The Pediatric Assessment Center opened in spring 2002 and “is already having significant impacts,” said the update. A separate SCH document describes the pediatric center as having served 80 childrenthe same number supposedly helped by the Continuum program. The assessment center appears to offer similar services, as well, such as assessment, testing, and “a complete evaluation by an interdisciplinary team of professionals.”

Home officials say the center is part of the Continuum of Care. Cousineau says he’s “confident that the present leadership of the home will carry this vision forward through its pediatric assessment capacity.” Current and former employees think the assessment center was created to show that donations were spent on something tangible. The home would not say if the new center is succeeding but said, “SCH works closely with our donors to make sure that money is distributed per the donor’s desire.”

Claiming the assessment center as a Continuum program is at least a good financial strategy. It’s likely that the $1 million endowment, for example, can be used to anchor another program, says MacArthur official Corbally, “unless it’s a radical change” from the original plan. Corbally, MacArthur’s first president in 1979 and then chairman of the board until last year, now lives in Mill Creek. The respected private foundation provides grants to, in its words, help “foster lasting improvement in the human condition.”

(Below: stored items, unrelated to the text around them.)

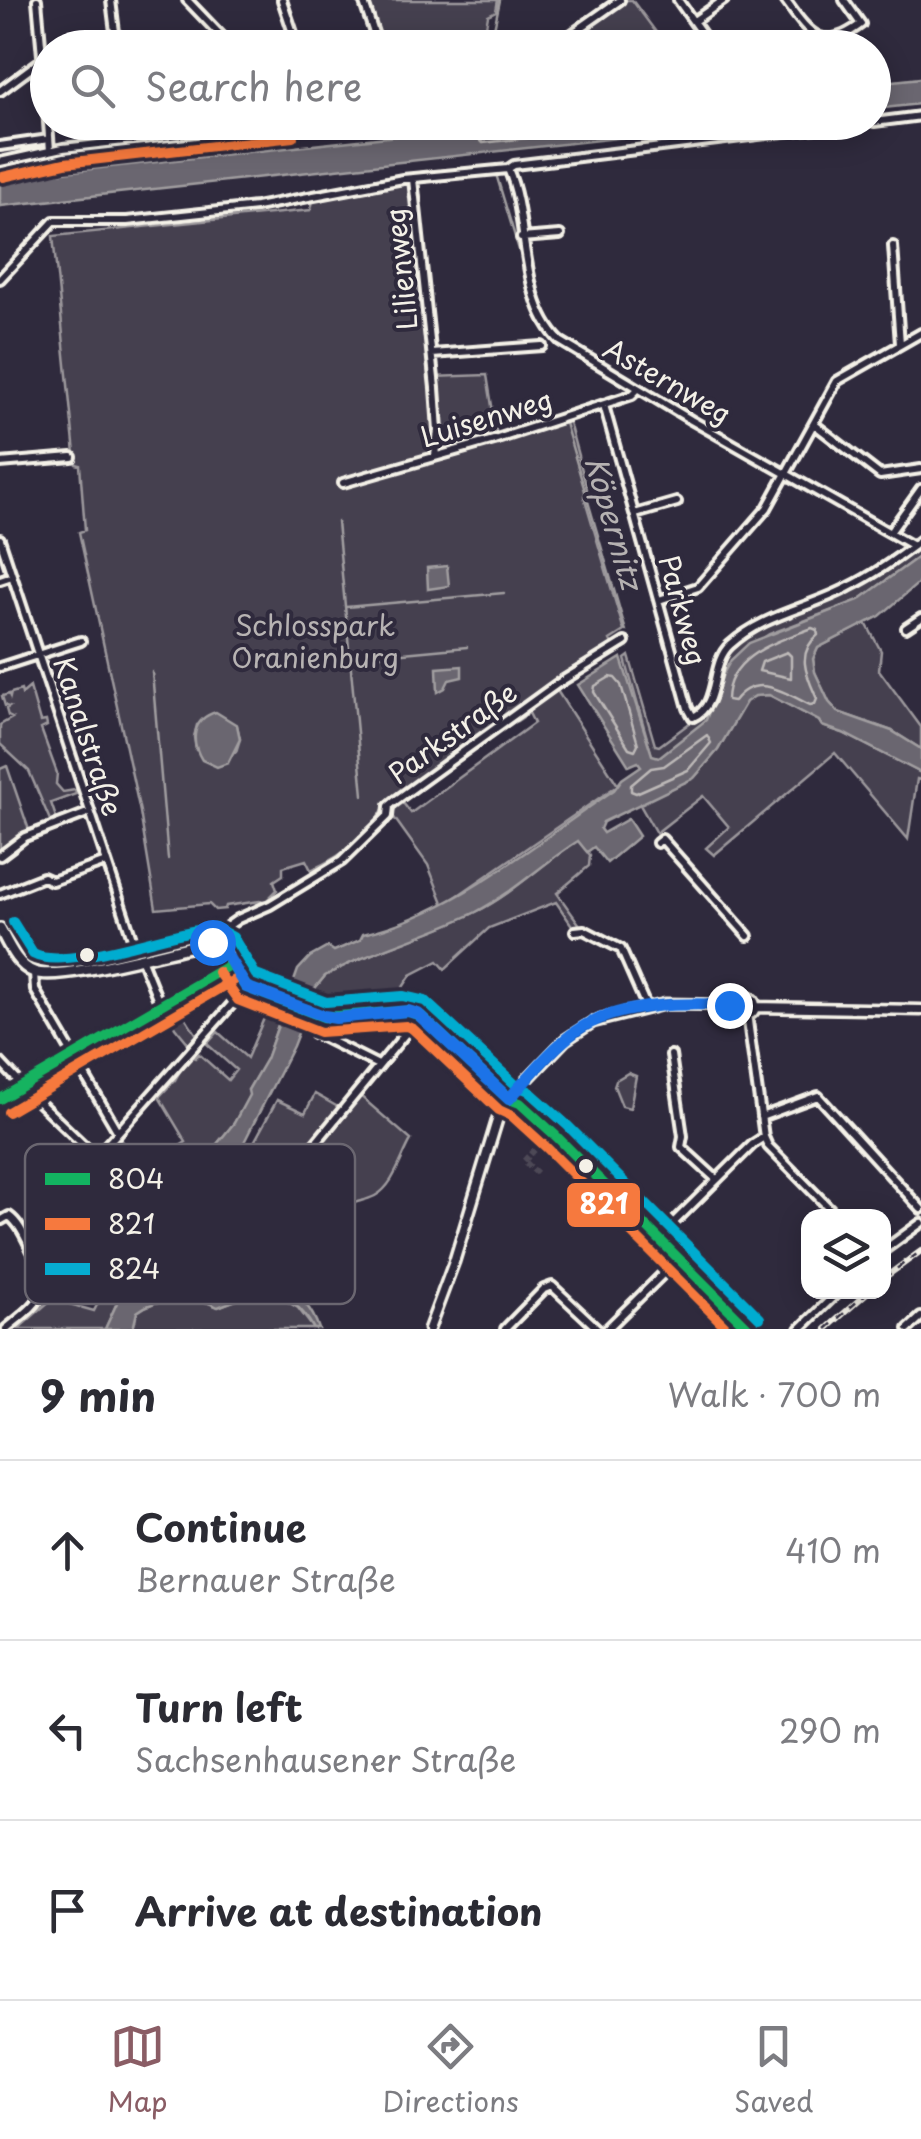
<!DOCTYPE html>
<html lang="en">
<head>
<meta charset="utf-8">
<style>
	body { margin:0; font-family:"Playpen Sans",sans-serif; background:#f2f2f3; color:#2b2b33 }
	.controls { position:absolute; right:30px; bottom:30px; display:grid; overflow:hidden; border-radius:20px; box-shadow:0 5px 25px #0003 }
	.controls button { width:90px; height:90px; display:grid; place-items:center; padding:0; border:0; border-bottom:2px solid #e1e1e2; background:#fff; color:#2b2b33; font:50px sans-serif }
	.stop { position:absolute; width:30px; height:30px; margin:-22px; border:8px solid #1a73e8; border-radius:50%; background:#fff }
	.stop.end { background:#1a73e8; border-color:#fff; box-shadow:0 2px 10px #0008 }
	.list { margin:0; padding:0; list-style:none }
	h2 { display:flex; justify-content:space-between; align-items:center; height:130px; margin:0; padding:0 40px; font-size:42px }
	h2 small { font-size:32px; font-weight:400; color:#7c7c81 }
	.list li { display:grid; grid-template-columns:65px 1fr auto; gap:30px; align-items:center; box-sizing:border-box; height:180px; padding:0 40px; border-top:2px solid #e1e1e2 }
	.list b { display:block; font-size:38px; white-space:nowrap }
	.list p { margin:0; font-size:32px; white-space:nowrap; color:#7c7c81 }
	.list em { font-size:32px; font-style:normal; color:#7c7c81 }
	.icon { flex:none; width:55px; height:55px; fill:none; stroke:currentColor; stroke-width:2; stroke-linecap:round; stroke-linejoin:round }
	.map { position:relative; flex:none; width:921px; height:1329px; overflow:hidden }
	.search { position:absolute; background:#fff; box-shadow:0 5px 25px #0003; left:30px; right:30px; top:30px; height:110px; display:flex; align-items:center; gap:25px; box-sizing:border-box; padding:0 35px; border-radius:55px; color:#7c7c81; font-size:38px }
	.sheet { height:670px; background:#fff }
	nav { display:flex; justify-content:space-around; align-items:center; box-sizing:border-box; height:140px; border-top:2px solid #e1e1e2; background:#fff; font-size:28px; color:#7c7c81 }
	nav a { display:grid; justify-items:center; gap:5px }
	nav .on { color:#8a5d65 }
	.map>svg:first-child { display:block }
	.green { fill:#454050; stroke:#9c989c; stroke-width:2.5; fill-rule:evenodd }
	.water { fill:#6a6670; stroke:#a19ea0; stroke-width:2.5 }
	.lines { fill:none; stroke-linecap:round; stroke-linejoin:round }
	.shore { stroke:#bdb9b8; stroke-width:2.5 }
	.stream { stroke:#a19ea0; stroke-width:2.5 }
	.minor-tunnel { stroke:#4d4857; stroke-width:6; stroke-dasharray:6 3; stroke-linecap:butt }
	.minor-casing { stroke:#f4f1e8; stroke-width:14 }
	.secondary-casing { stroke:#f4f1e8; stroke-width:15 }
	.primary-casing { stroke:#f4f1e8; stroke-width:16 }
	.minor { stroke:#2f2a3d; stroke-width:6 }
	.secondary { stroke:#2f2a3d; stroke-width:8 }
	.primary { stroke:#2f2a3d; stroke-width:9 }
	.rail-casing { stroke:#f4f1e8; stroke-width:6 }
	.rail { stroke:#2f2a3d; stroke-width:2.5; stroke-dasharray:8; stroke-linecap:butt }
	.bus-1-casing { stroke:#2f2a3d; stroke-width:18 }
	.bus-2-casing { stroke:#2f2a3d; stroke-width:18 }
	.bus-3-casing { stroke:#2f2a3d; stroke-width:18 }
	.bus-1 { stroke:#13b361; stroke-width:10 }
	.bus-2 { stroke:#f6793e; stroke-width:10 }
	.bus-3 { stroke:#06acd0; stroke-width:10 }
	.route { stroke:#1a73e8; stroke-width:12 }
	.bus-dot { fill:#f4f1e8; stroke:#2f2a3d; stroke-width:4 }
	.labels { text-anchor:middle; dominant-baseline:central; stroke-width:8; stroke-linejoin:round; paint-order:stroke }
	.street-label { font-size:28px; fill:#f4f1e8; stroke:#2f2a3d }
	.park-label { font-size:28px; fill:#b7b3b3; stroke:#2f2a3d }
	.water-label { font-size:30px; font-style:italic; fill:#b6b2b2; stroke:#2f2a3d }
	.key { fill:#2f2a3d; stroke:#6a6670; stroke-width:2.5 }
	.key-label { font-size:28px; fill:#f4f1e8 }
	.line-badge { stroke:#2f2a3d; stroke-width:4 }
	.badge-label { font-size:28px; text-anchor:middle; font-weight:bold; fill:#fff }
</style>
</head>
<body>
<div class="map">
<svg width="921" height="1329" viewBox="0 0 921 1329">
	<rect width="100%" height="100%" fill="#2f2a3d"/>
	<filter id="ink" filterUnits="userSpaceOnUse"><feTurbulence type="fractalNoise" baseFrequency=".01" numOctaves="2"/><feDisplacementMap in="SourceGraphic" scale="20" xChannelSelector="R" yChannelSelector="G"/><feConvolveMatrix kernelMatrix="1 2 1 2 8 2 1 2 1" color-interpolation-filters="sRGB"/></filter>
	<g filter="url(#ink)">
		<path class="green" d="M366,0h132l-2,11 -8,4 -6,33 -99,-1z
			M627,0h5l35,47h-107z
			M413,182l19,195 55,-2 10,62 70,-22 20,74 -3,7 40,135 -14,9 3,6 -80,49 -147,109c-17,33 -42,51 -75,66l-5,-10 -23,7v8l-9,6 3,9 -10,10 -41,6 -1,3 -10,1 -6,-6 -53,5 -16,-97 -61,-280 6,-2 -5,-65 -4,-1 -23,-228 258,-26 2,-10zM197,725h40l3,14 -4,13 -40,-2 -2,-13z
			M921,540v15l-62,45 -90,34 -38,26 -25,60 -22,21 -25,17 -7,-2 -27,-97 4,-3 26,89 4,1 44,-33 17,-57 42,-33 89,-36z
			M866,623l15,28 -2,19 42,57v22l-29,-18 -54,-19 -9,-10 -14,-30 -2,-13 5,-11z
			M30,687l10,35 6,-1 1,5 -6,3 16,44 -1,11 7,8 12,-2 1,4 -25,9 7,20 -6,2 -23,-54 -29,-27v-19l12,-7 -4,-2 -2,-7 3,-2 -4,-1 -3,-10 7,-2 1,3 1,-4 10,-3 1,4z
			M556,689l62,96 -174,120 -16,-40 -38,-53 13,-9 8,10 123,-90 -5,-10 -12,8 -2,-3z
			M769,695l50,26 3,5 21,7 78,40v7l-4,-1 -9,60 -73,-86 -121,102 -8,-7 23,-21 -26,-31 -47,37 -17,-30 55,-25 24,-28 28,-49 9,-5z
			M7,766l23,67 -30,20v-84z
			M578,840l12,15 -1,11 -32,27 23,32 -7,2 -17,-25 -67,26 -44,41 -7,-8 -27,14 -19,29 -64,8 -20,-6 8,-19 9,-11c44,-25 103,-40 151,-64 38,-19 67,-49 102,-72z
			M176,1003l21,32 -1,7 -7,2 -14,-17 -9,-18z
			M265,1016l15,3 -14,41 -18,30 2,4 -16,29 -29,36 -20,38 -12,6 -36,56 -32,70h-87l34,-30 42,12 17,-34 -18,-18 -14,-24 9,-6 -10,-23 15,-9h10l19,18 18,-11 9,-11 -17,-16 11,-16h14l29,-19 -27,-45 16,-17 14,-25 6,3 4,-4 29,26 8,-10 -29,-26 11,-12 29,26z
			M628,1073l8,3 -6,32 -8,-2 -8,-20 2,-6z
			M315,1094l30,17 13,-17 53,46c-10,17 -17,46 -36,56 -14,7 -26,5 -38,17l-108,-25 48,-88 28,13z
			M120,1139l16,25 -5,5 -19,-6 -8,-8z
			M271,1292l27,16 16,21h-181l4,-17c21,-16 58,-17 81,-5l31,-12z"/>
		<path class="water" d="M921,78v26l-47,5v-26z
			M516,123h238l-754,83v-27z
			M921,555v26l-41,35 -62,32 -5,11 2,13 14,30 9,10 54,19 29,18v24l-78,-40 -21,-7 -3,-5 -50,-26 -14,1 -9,6 -28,48 -24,28 -91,44 -3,7 3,4 25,-14 11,17 -32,27 -13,-16 -7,5 -9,-11c-35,22 -65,52 -102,71 -48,24 -107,39 -151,64l-9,11 -23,59 -58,114 -15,27 -15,13 -11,20 30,59c41,-5 81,7 95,50h-5c-25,-47 -56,-38 -96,-22 -23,-12 -60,-11 -81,5l-4,17h-28l32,-70 36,-56 12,-6 20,-38 29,-36 15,-28 -1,-5 18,-31 32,-89 12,-13 18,-10 6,4 26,-11 3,-6c91,-20 174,-92 251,-144l8,-11 19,-13 -3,-4 -9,4 -51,-81 43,-27 31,97 7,2 47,-37 17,-46 8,-14 18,-17 110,-43z
			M447,566l2,20 -21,3 -1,-21z
			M462,666v11l-13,3 -4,8 -7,4 -1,-24z
			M216,712l21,13 3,14 -12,24 -11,4 -15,-7c-12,-19 -10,-41 14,-48z"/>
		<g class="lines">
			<path class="shore" d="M483,122l-5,16 5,5 181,-21
				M812,628l5,2 1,5c-23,19 -11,41 -1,64l-2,5 -5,1c-26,-13 -54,-33 -76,-4l-7,-1c1,-45 50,-58 85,-72z
				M787,652l4,4v22l-32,-7 3,-9z
				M610,677l5,1 6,7 17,59 -3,6 -6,-2 -35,-56 1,-6z
				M707,735l4,8 -23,27 -52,23 -5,-2v-6l20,-17 13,-2z
				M176,1217l7,2 32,70 -67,4 -13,4 -2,-6 13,-28z
				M175,1244l7,5 11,25 -35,5 -1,-9z"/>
			<path class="stream" d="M490,48l10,-48
				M496,174l30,99
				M534,305l6,17
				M565,423l61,208
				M337,522l26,273
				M346,607l158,-14
				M350,658l117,-11
				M152,672l16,187"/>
			<path class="minor-tunnel" d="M537,1173l-13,-12 15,-16"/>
			<g class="minor-casing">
				<path id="minor" d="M37,0l11,121
					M111,0l6,48
					M187,0l46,48
					M282,0l16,48
					M363,0l16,48
					M678,0l34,48
					M785,0c24,33 36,54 76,24l-17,-24
					M694,21l30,-21
					M552,48l68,-48
					M0,91l42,-31
					M48,122l2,29
					M129,122l4,19
					M874,122l47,-6
					M0,146l49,-7
					M0,162l63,-14 228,-26
					M508,169c22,49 10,131 52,172l131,79 222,126
					M413,179l22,209 3,42 -3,26
					M521,238l39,-3
					M893,246l7,98
					M0,279l54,-58h73l129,-14 147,-28 105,-10 6,-4 351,-43
					M432,354l110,-8
					M604,405l84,303 5,9c28,-12 16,-53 37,-72 34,-31 80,-37 119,-58 25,-12 50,-30 72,-47
					M814,424l66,51 41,-6
					M0,463l72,-6
					M343,483l151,-43 138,-45 6,-6
					M635,514l42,-12
					M891,531l30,-42
					M0,539l135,408
					M0,580l12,-4
					M659,600l39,-13 69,-79 70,-127 84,-48
					M906,628l15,-10
					M0,667l81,-26
					M657,843l5,-4 86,97
					M0,856l25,-19 65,-25
					M0,894l43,-17 9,4 54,-19
					M575,931l9,-1 37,19 26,59
					M216,943l5,-12 17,-12 32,-14 72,-44 46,-45 1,-10 6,-5 162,-117 68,-42
					M141,958l19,47
					M34,972l1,18 83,142
					M747,1014l17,123 4,9 69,70
					M314,1033l64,32
					M671,1055l12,81 -2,11 35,32
					M0,1062l17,18
					M22,1086l74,71 136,-153
					M761,1117l57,-21 103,113
					M273,1195l132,-161 13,-20
					M0,1221l9,-5c10,7 16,21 22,33 25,44 9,52 -25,80
					M655,1241l98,-97 11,-7
					M884,1250l37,-27
					M505,1329l39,-40 8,-3 46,43
					M607,1329l70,-69
					M800,1329l38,-37
					M908,1329l13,-12"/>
			</g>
			<g class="secondary-casing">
				<path id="secondary" d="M737 1006a9 9 0 1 1 18 0a9 9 0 1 1-18 0Z
					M754,1007l167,3
					M0,1099l231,-135
					M429,1329l25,-67 46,-151 18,-22 47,-49 28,-18 72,-18 72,1"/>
			</g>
			<g class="primary-casing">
				<path id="primary" d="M0,929c8,15 17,37 34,43 27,10 142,-24 178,-30l10,5 24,40 78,30 79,-6 15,3 91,85 162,159 7,1
					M512,1100l8,3 229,226"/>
			</g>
			<use href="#minor" class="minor"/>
			<use href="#secondary" class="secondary"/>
			<use href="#primary" class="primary"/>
			<g class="rail-casing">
				<path id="rail" d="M884,1278l37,-27
					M826,1329l42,-37"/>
			</g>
			<use href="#rail" class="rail"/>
			<g class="bus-1-casing">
				<path id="bus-1" d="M231,964l15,23 78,30 84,-6 13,5 88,83 11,4 36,33 193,193
					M0,1099l231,-135"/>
			</g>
			<g class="bus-2-casing">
				<path id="bus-2" d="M3,177l62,-14 228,-26
					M218,972l20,28 82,32 86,-6 7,3 86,81 13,6 34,31 182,182
					M8,1112l231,-135"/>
			</g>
			<g class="bus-3-casing">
				<path id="bus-3" d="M13,922l20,32c33,18 140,-24 182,-27l18,10 23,38 70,27 77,-6 22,5 92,85 12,5 38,34 193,193"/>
			</g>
			<use href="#bus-1" class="bus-1"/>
			<use href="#bus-2" class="bus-2"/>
			<use href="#bus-3" class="bus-3"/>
		</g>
	</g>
	<g class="lines" filter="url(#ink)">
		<path class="route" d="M212,942l10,5 24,40 78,29 12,2 72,-7 10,3 91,85c21,-23 42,-50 67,-68 40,-28 106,-28 153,-26"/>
	</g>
	<g class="bus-dot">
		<circle cx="87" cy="955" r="9"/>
		<circle cx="586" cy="1166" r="9"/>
	</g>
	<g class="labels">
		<g class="street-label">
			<text transform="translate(400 269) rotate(-96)">Lilienweg</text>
			<text transform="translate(668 380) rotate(30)">Asternweg</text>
			<text transform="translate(486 417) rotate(-17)">Luisenweg</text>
			<text transform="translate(684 610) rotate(75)">Parkweg</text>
			<text transform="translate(452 732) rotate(-36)">Parkstraße</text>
			<text transform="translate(89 736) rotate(72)">Kanalstraße</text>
		</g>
		<g class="park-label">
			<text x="315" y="624">Schlosspark<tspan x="315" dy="32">Oranienburg</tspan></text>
		</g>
		<g class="water-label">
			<text transform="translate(615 522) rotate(74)">Köpernitz</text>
		</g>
	</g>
	<rect x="25" y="1144" width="330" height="160" rx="15" class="key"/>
	<rect x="45" y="1173" width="45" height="12" fill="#13b361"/>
	<rect x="45" y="1218" width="45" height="12" fill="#f6793e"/>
	<rect x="45" y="1263" width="45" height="12" fill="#06acd0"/>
	<g class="key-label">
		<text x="108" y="1189">804</text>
		<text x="108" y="1234">821</text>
		<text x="108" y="1279">824</text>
	</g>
	<rect class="line-badge" x="565" y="1181" width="77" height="48" rx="10" fill="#f6793e"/>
	<g class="badge-label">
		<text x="604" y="1214">821</text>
	</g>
</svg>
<div class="controls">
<button><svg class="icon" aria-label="layers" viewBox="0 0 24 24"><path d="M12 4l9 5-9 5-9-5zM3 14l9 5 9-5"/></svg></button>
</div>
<div class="stop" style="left:212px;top:942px"></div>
<div class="stop end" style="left:729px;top:1005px"></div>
<div class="search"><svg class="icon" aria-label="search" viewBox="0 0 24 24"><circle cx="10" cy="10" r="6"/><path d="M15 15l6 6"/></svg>Search here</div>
</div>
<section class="sheet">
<h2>9 min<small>Walk · 700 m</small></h2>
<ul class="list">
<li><svg class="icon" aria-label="ahead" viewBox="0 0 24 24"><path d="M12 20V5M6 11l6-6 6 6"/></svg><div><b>Continue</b><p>Bernauer Straße</p></div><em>410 m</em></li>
<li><svg class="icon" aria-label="left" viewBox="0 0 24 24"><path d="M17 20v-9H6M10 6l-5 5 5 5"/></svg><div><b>Turn left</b><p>Sachsenhausener Straße</p></div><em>290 m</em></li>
<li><svg class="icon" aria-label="arrive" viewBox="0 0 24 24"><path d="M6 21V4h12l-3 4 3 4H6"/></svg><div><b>Arrive at destination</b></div></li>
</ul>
</section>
<nav>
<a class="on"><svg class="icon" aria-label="map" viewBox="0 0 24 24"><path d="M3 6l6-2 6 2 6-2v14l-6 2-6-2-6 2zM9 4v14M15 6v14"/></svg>Map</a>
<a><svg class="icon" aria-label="directions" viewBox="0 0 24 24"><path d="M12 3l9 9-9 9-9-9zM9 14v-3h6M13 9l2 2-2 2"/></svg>Directions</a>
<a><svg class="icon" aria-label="saved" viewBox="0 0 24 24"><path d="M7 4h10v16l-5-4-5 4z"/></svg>Saved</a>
</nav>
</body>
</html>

Corbally said he suggested the Continuum of Care endowment in 2000 as one of his final acts as a MacArthur board member. He was not happy when, in 2002, he wrote Cousineau about the lack of information on how the money was being used and said that if he had his donation to do over, “the YWCA would be the recipient.”

COUSINEAU WROTE a letter of apology and promised to keep Corbally informed, which the home did with a newsletter. (Says an internal SCH e-mail, dated last April 15: “Since the campaign has been stagnant for quite some time, and since we no longer have a Campaign Manager, I guess it’s up to you and Doris as to what you’d like to report to Jack. . . . In the past, he has become a bit feisty when he hasn’t received regular, quarterly reports. . . .”)

“Maybe a month ago,” Corbally said last week, “we got a copy of the newsletter, and my wife and I noticed that the word `Continuum’ didn’t appear anywhere in it. We wrote to them and wanted to know if maybe it was just a semantics problem.” They haven’t heard back.

Despite his concerns, “The concept of the program and the home itself is really great,” Corbally says. “Too bad it has kind of run afoul of this bureaucratic thing.”